ROCm/Thrust

copy_if doesn't work on the HIP/ROCm build path

Closed this issue · 1 comments

copy_if is listed as supported on HIP/ROCm build path, but it doesn't work. This can be seen in the stream_compaction.cu example in gdb. It fails to launch the kernel because the kernel was never compiled.
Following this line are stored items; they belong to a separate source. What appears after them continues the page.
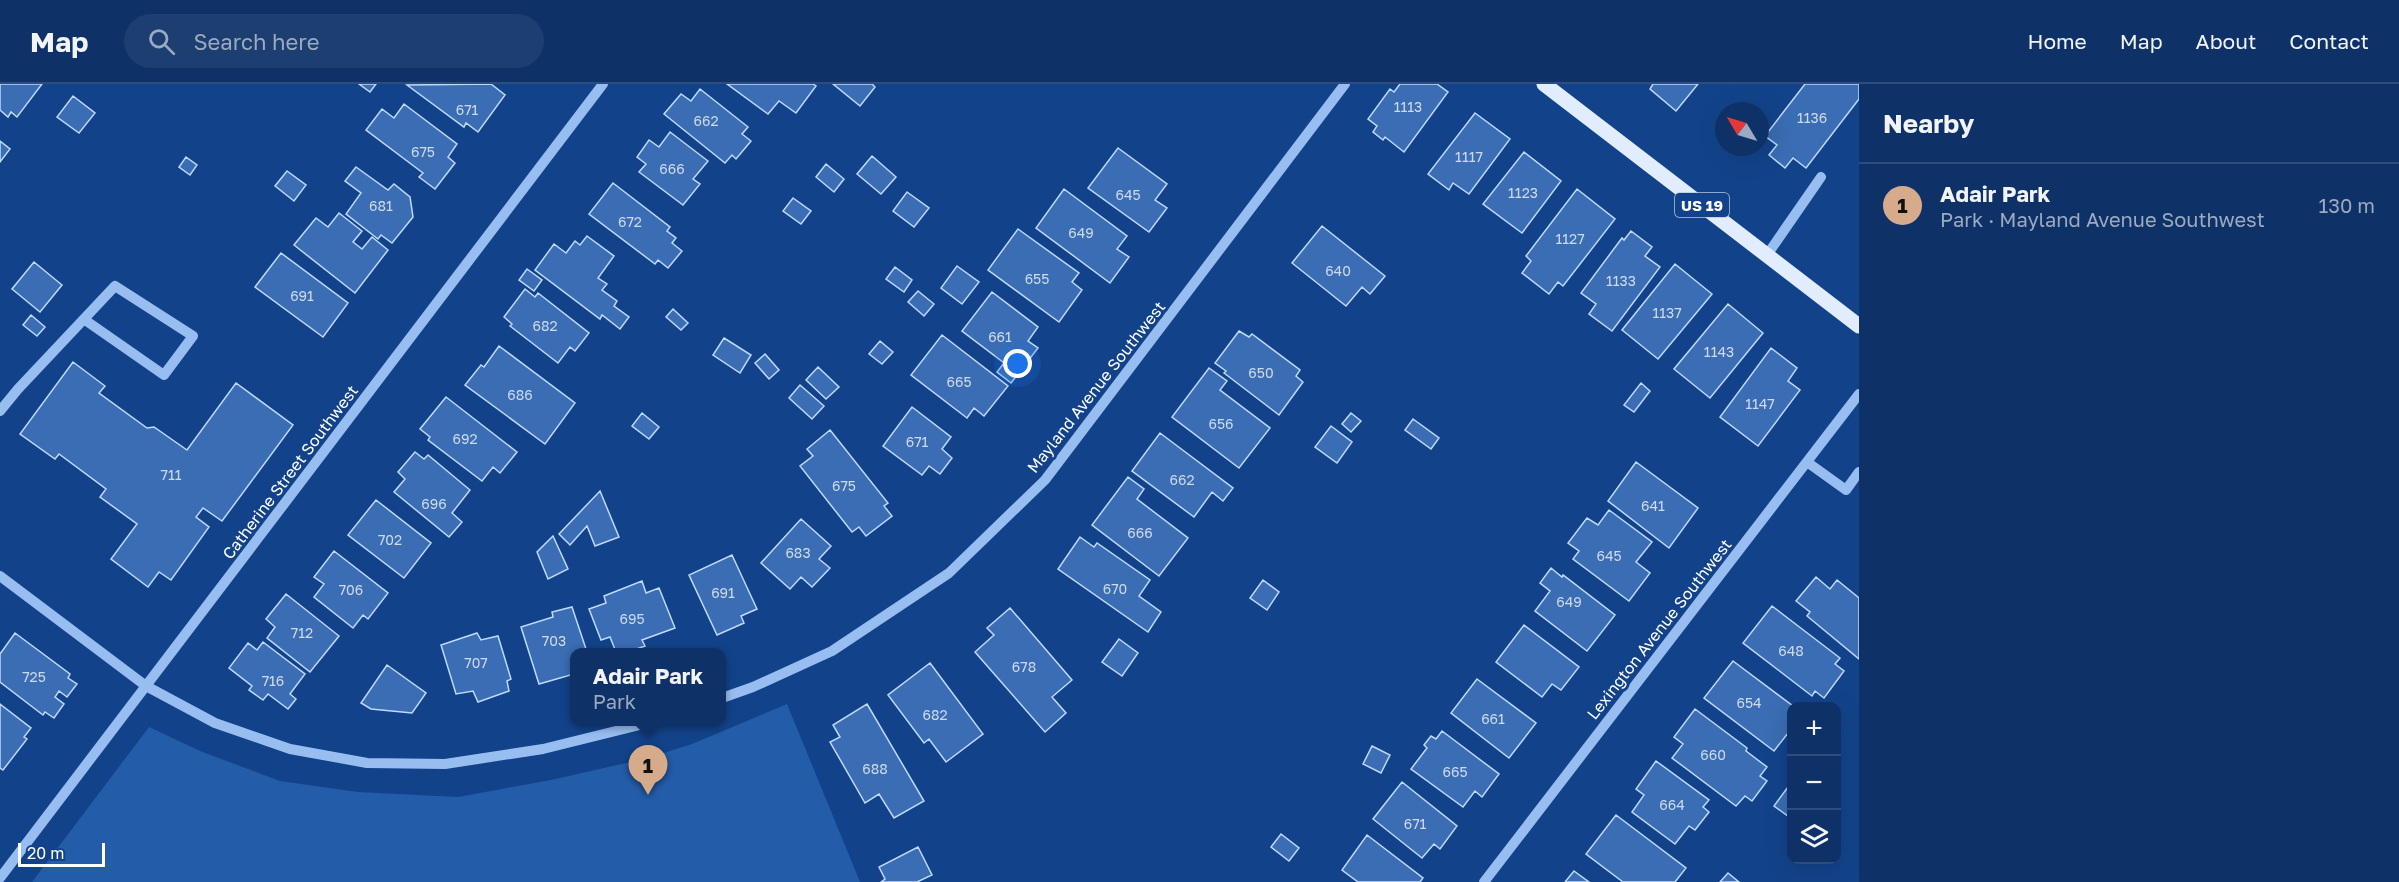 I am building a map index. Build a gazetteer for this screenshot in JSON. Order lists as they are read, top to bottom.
{
  "streets": {
    "main road": ["US 19"],
    "street": ["Mayland Avenue Southwest", "Catherine Street Southwest", "Lexington Avenue Southwest"]
  },
  "house_numbers": [
    "1113",
    "671",
    "1136",
    "662",
    "675",
    "1117",
    "666",
    "1123",
    "645",
    "681",
    "672",
    "649",
    "1127",
    "640",
    "655",
    "1133",
    "691",
    "1137",
    "682",
    "661",
    "1143",
    "650",
    "665",
    "686",
    "1147",
    "656",
    "692",
    "671",
    "711",
    "662",
    "675",
    "696",
    "641",
    "666",
    "702",
    "683",
    "645",
    "670",
    "706",
    "691",
    "649",
    "695",
    "712",
    "703",
    "648",
    "707",
    "678",
    "725",
    "716",
    "654",
    "682",
    "661",
    "660",
    "688",
    "665",
    "664",
    "671"
  ],
  "scale_bar": "20 m",
  "north": "top left",
  "page": {
    "header": "Map",
    "search": "Search here",
    "nav": [
      "Home",
      "Map",
      "About",
      "Contact"
    ],
    "heading": "Nearby",
    "list": [
      {
        "mark": "1",
        "name": "Adair Park",
        "note": "Park · Mayland Avenue Southwest",
        "value": "130 m"
      }
    ],
    "popup": ["Adair Park", "Park"],
    "map_buttons": ["+", "−"],
    "pins": "1",
    "scale": "20 m"
  }
}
The error is

_ZN6thrust6system4cuda6detail6detail23launch_closure_by_valueINS2_36commutative_reduce_intervals_closureINS_18transform_iteratorINS_6detail21predicate_to_integralI6is_oddIiElEENS7_15normal_iteratorINS_10device_ptrIiEEEElNS_11use_defaultEEENSC_INS_7pointerIlNS2_3tagESG_SG_EEEENS_4plusIlEENS0_6detail8internal21uniform_decompositionIlEENS3_20blocked_thread_arrayEEEEEvT_.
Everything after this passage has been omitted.